(WORK TO BE COMPLETED): Read through the data and report every line in which the word "setLineDash" occurs.

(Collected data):
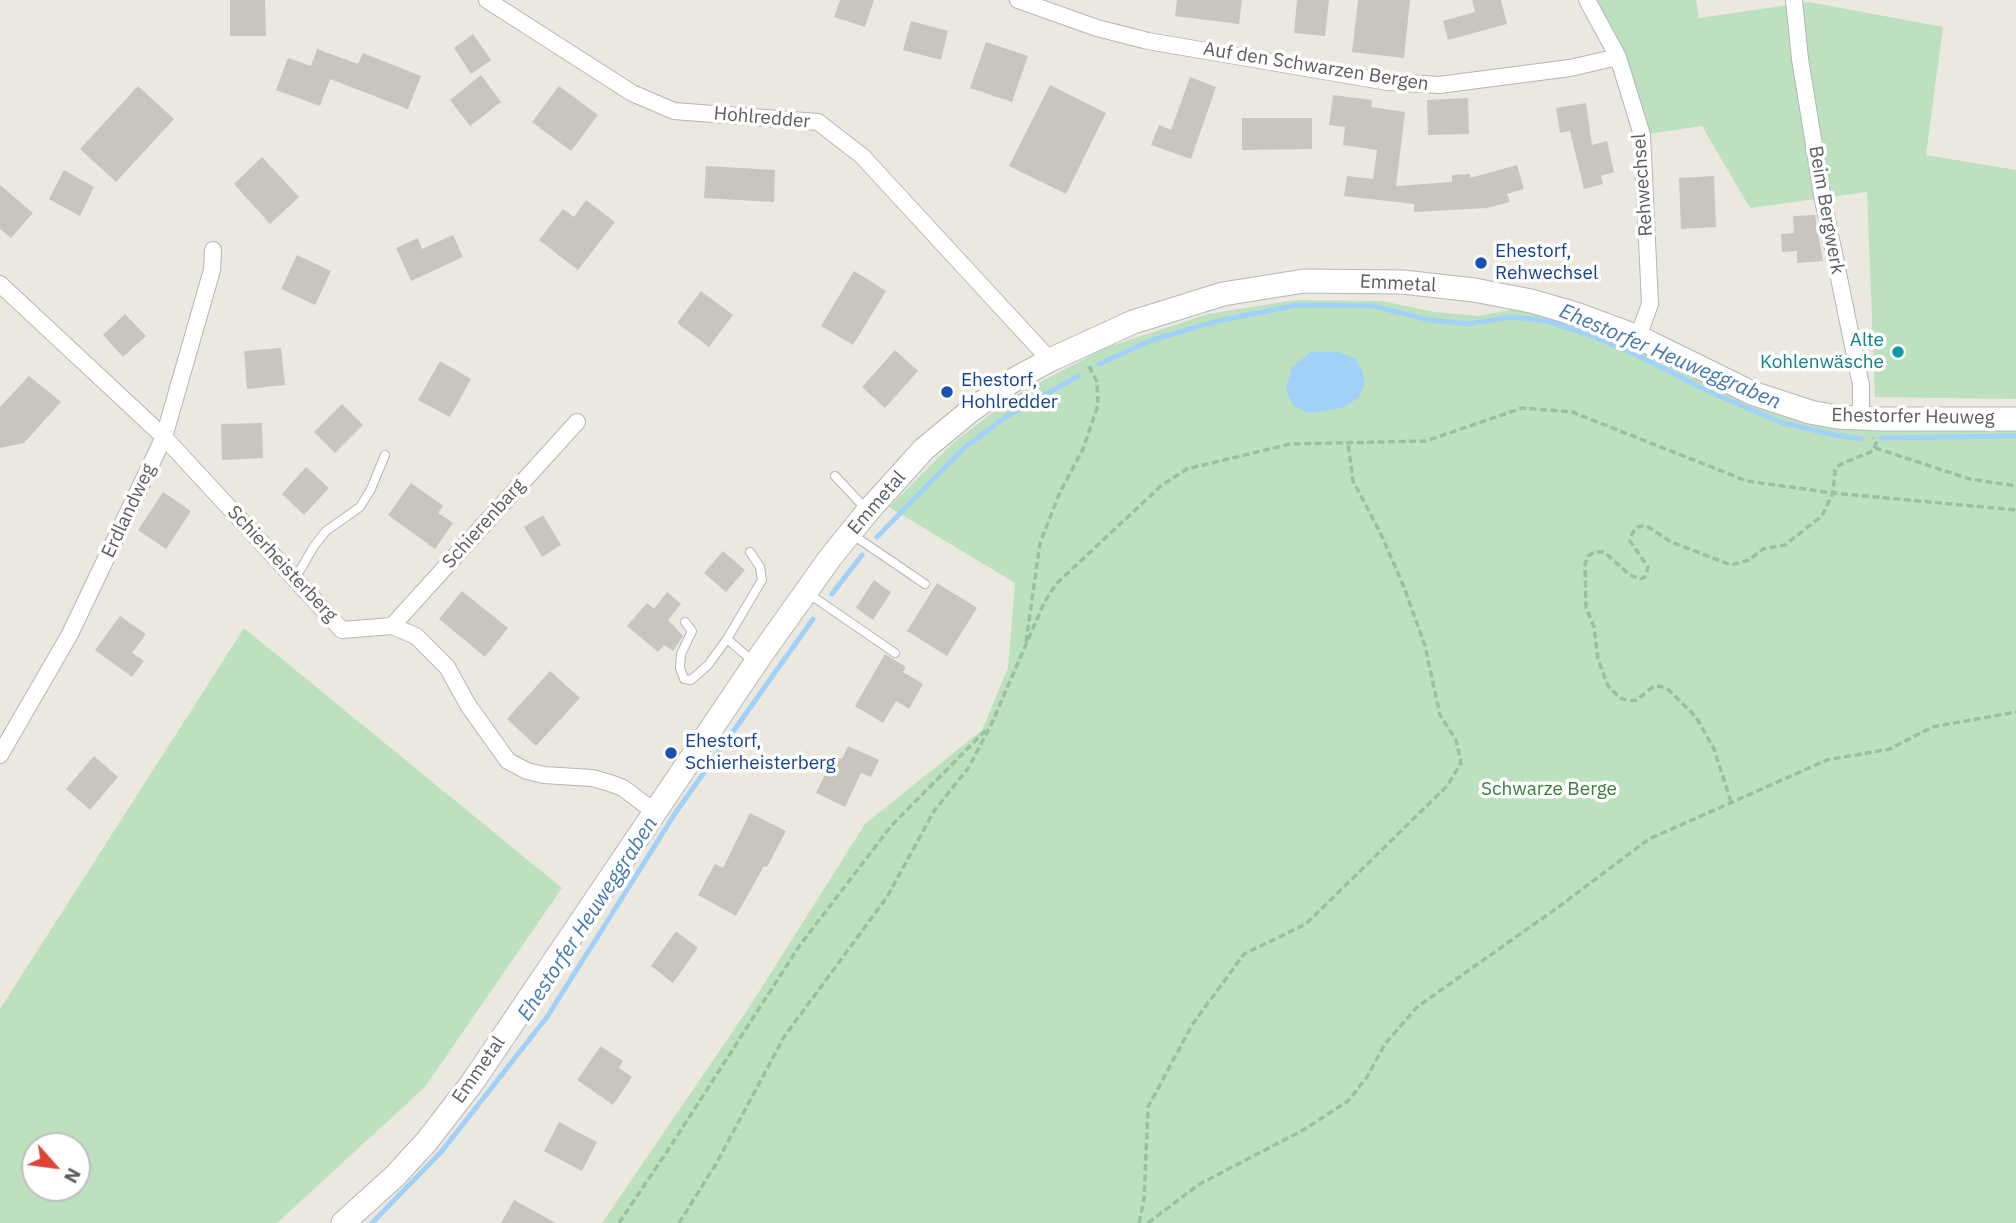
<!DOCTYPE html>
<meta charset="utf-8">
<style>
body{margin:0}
#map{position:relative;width:2016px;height:1223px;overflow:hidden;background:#ebe8e0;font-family:"IBM Plex Sans",sans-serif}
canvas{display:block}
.north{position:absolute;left:21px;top:1132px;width:70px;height:70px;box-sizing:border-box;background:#fff;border:2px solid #bdbebf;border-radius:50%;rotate:118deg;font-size:19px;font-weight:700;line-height:28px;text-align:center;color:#595c60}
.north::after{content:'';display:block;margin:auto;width:24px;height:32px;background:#dc4535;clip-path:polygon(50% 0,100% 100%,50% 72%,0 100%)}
</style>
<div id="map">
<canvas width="2016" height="1223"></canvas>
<div class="north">N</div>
</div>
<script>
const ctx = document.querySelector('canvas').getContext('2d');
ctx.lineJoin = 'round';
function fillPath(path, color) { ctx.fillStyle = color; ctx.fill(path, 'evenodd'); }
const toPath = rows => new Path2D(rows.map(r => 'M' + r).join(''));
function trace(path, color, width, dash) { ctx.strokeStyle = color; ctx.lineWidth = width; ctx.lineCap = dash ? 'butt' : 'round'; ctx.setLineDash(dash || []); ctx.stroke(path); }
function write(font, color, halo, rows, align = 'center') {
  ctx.font = font + ' "IBM Plex Sans",sans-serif'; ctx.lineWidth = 7; ctx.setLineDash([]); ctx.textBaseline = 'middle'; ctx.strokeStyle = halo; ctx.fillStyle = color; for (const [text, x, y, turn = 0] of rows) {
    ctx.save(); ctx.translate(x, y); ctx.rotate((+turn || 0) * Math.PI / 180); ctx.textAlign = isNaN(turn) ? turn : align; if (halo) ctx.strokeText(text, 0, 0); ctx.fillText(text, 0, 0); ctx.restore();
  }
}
fillPath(toPath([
 [1587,0,1696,0,1699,18,1809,2,1943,27,1926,155,2016,170,2016,399,1875,397,1867,192,1750,208,1702,126,1642,135],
 [1296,300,1382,301,1435,312,1479,316,1516,309,1543,314,1621,341,1727,393,1768,411,1804,421,2016,428,2016,1223,602,1223,748,1009,865,824,982,730,1008,668,1015,583,889,507,953,443,1014,396,1105,348,1208,314],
 [244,628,562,888,425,1087,277,1223,0,1223,0,1009],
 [35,1146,77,1146,77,1188,35,1188]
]), '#bde1be');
fillPath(toPath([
 [1311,352,1339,352,1355,358,1362,370,1365,383,1359,397,1345,407,1326,411,1308,413,1294,406,1286,391,1291,368]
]), '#a2d1f8');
trace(toPath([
 [1099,364,1152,340,1218,321,1297,305,1373,306,1429,320,1468,324,1511,317,1547,321,1587,334,1637,355,1712,393,1780,422,1830,434,1861,439],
 [1881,438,2016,436],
 [877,537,964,448,1007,416,1078,376],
 [832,594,862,555],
 [372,1223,442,1151,547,1017,676,812,813,619]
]), '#a2d1f8', 5);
fillPath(toPath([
 [230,0,265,0,266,36,230,36],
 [840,0,874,0,865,27,834,17],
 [1177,0,1242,0,1239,24,1175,16],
 [1297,0,1329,0,1325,36,1294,33],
 [1358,0,1410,0,1404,58,1352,52],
 [1472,0,1501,0,1507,24,1448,40,1443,21,1475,12],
 [911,21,948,31,941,60,903,50],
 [473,34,491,60,471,74,454,48],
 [986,42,1028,56,1012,102,970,88],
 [317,49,358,64,363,53,421,76,408,109,330,79,320,106,276,90,288,58,311,66],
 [481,75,501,102,470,126,450,100],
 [1190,77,1216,87,1191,159,1151,145,1159,125,1171,130],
 [1050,85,1106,113,1066,194,1009,166],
 [138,86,174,119,116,182,80,149],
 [559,86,598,115,571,151,532,122],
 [1333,95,1372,100,1371,107,1405,112,1396,186,1452,182,1452,175,1470,174,1470,178,1517,165,1524,189,1507,194,1510,202,1487,208,1414,212,1414,204,1344,196,1347,176,1373,179,1377,150,1343,145,1345,127,1329,125],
 [1468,98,1469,134,1428,135,1427,100],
 [1586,103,1592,145,1607,141,1614,172,1601,176,1603,184,1584,189,1570,131,1560,133,1556,108],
 [1242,118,1312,118,1312,149,1242,150],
 [262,157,299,197,270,224,234,184],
 [706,166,775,170,774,202,704,198],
 [64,170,94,187,80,216,49,199],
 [1714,176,1716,227,1681,229,1679,178],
 [0,185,33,213,11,238,0,229],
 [586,200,615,222,578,270,539,240,563,209,574,217],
 [1815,215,1823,261,1797,263,1797,251,1782,252,1781,234,1794,233,1793,216],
 [453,235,463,257,411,281,396,248,418,238,422,249],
 [297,255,331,271,315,305,281,289],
 [854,271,886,291,853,345,821,326],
 [701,291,733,315,709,347,677,323],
 [125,314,146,336,123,357,103,335],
 [281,348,285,385,247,389,244,351],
 [895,350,918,371,885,408,862,387],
 [440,361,471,379,450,417,418,400],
 [29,376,61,402,24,443,0,448,0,407],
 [342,404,363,425,335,453,314,432],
 [262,423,263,458,222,460,221,424],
 [306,467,329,488,304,515,282,494],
 [411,483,443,506,438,513,453,523,435,549,388,515],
 [163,492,191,511,166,549,138,530],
 [543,515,561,545,542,557,524,527],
 [723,551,745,570,726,592,704,573],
 [874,580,891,592,873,620,856,608],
 [937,583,977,608,947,656,907,631],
 [462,591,508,628,485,657,439,619],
 [667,592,681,604,668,620,683,636,673,651,664,645,658,652,627,626,647,603,654,609],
 [120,616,146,634,132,653,144,661,132,677,95,650],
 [885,654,906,667,903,672,923,684,909,709,896,701,883,723,855,706],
 [550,671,580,698,536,746,507,719],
 [848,746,879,760,871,777,861,773,845,807,816,793,834,756,842,759],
 [94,756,118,777,90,810,66,789],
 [750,813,786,831,767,867,764,866,736,916,698,895,715,864,723,868],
 [676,931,698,948,673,983,651,966],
 [601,1046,623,1061,619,1068,632,1077,613,1105,577,1080],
 [559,1122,597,1142,582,1171,544,1151],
 [514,1200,556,1223,501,1223]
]), '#c8c5bf');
const lane = toPath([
 [835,476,866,509],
 [853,535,925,584],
 [295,579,314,546,326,531,360,507,371,489,385,455],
 [809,594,895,653],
 [685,622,692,631,681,654,680,668,684,679,691,680,708,665,727,639,762,580,760,567,750,552],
 [727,639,754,662]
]);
const street = toPath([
 [487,0,632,93,674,111,818,122,862,156,1050,360],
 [1018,0,1097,28,1148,41,1388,82,1439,85,1570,68,1618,57],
 [1587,0,1618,57,1642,135,1650,304,1638,337],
 [1794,0,1800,59,1823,200,1861,385,1861,418],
 [0,284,164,437,342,630,392,626,416,636,447,667,468,705,508,761,527,771,544,775,592,778,610,783,623,788,655,812],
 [392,626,577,422],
 [0,755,70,634,164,437,212,270,213,250]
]);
const secondary = toPath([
 [343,1223,395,1176,427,1141,472,1083,761,655,830,558,868,511,924,449,970,411,1015,379,1050,360,1133,322,1223,294,1304,281,1403,282,1474,290,1531,301,1576,314,1638,337,1752,393,1810,412,1837,417,1882,419,2016,419]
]);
trace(lane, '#b3b6ba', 10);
trace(street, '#b3b6ba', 18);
trace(secondary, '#b4b7bc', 25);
trace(toPath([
 [1875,448,1970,479,2016,486],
 [1026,642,1040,543,1060,492,1083,449,1098,405,1097,382,1088,364],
 [1731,802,1714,749,1696,717,1669,690,1660,686,1653,687,1636,700,1629,701,1620,698,1608,686,1598,659,1594,627,1586,607,1585,564,1588,556,1595,552,1604,552,1630,575,1640,579,1645,577,1648,567,1630,541,1633,532,1638,527,1645,525,1671,542,1731,565,1749,560,1763,549,1785,545,1822,516,1833,493,1835,469,1841,464,1873,451,1876,443,1873,438],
 [619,1223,668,1150,800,945,892,825,987,729],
 [679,1223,716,1164,784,1037,887,897,934,811,969,767,991,725,1044,603,1056,584,1162,485,1187,469,1290,444,1426,441,1522,408,1572,412,1747,481,1833,493,2016,510],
 [1139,1223,1144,1200,1148,1107,1192,1025,1244,954,1306,924,1447,786,1461,763,1456,740,1440,715,1425,646,1404,587,1380,532,1353,481,1348,443],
 [1148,1223,1198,1185,1305,1129,1348,1101,1367,1077,1385,1044,1417,1007,1557,908,1649,839,1827,760,1890,749,1932,727,2016,712]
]), '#98c1a4', 3.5, [7, 3.5]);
trace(lane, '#fff', 8);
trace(street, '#fff', 16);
trace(secondary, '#fff', 23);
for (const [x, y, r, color] of [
 [1481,263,7,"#1a4fb4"],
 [1898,352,7,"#0f9aa8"],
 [947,392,7,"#1a4fb4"],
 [671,753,7,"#1a4fb4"]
]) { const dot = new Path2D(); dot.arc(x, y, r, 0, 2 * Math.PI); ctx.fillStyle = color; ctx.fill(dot); trace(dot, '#fff', 2.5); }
write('19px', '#595c60', '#fff', [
 ["Auf den Schwarzen Bergen",1316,67,9],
 ["Hohlredder",762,118,5],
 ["Rehwechsel",1643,185,-94],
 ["Beim Bergwerk",1826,210,80],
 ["Emmetal",1398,284,3],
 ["Ehestorfer Heuweg",1913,417,1],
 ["Emmetal",877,503,-49],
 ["Erdlandweg",129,511,-65],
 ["Schierenbarg",484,524,-48],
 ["Schierheisterberg",282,564,47],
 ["Emmetal",479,1070,-55]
]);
write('19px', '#164399', '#fff', [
 ["Ehestorf,",1495,252],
 ["Rehwechsel",1495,274],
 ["Ehestorf,",961,381],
 ["Hohlredder",961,403],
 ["Ehestorf,",685,742],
 ["Schierheisterberg",685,764]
], 'left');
write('19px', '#0d838f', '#fff', [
 ["Alte",1884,341],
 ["Kohlenwäsche",1884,363]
], 'right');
write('19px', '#397e3e', '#fff', [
 ["Schwarze Berge",1549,790]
]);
write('italic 21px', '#4578b1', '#fff', [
 ["Ehestorfer Heuweggraben",1670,357,23],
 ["Ehestorfer Heuweggraben",588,919,-57]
]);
</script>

(THE ANSWER):
function trace(path, color, width, dash) { ctx.strokeStyle = color; ctx.lineWidth = width; ctx.lineCap = dash ? 'butt' : 'round'; ctx.setLineDash(dash || []); ctx.stroke(path); }
  ctx.font = font + ' "IBM Plex Sans",sans-serif'; ctx.lineWidth = 7; ctx.setLineDash([]); ctx.textBaseline = 'middle'; ctx.strokeStyle = halo; ctx.fillStyle = color; for (const [text, x, y, turn = 0] of rows) {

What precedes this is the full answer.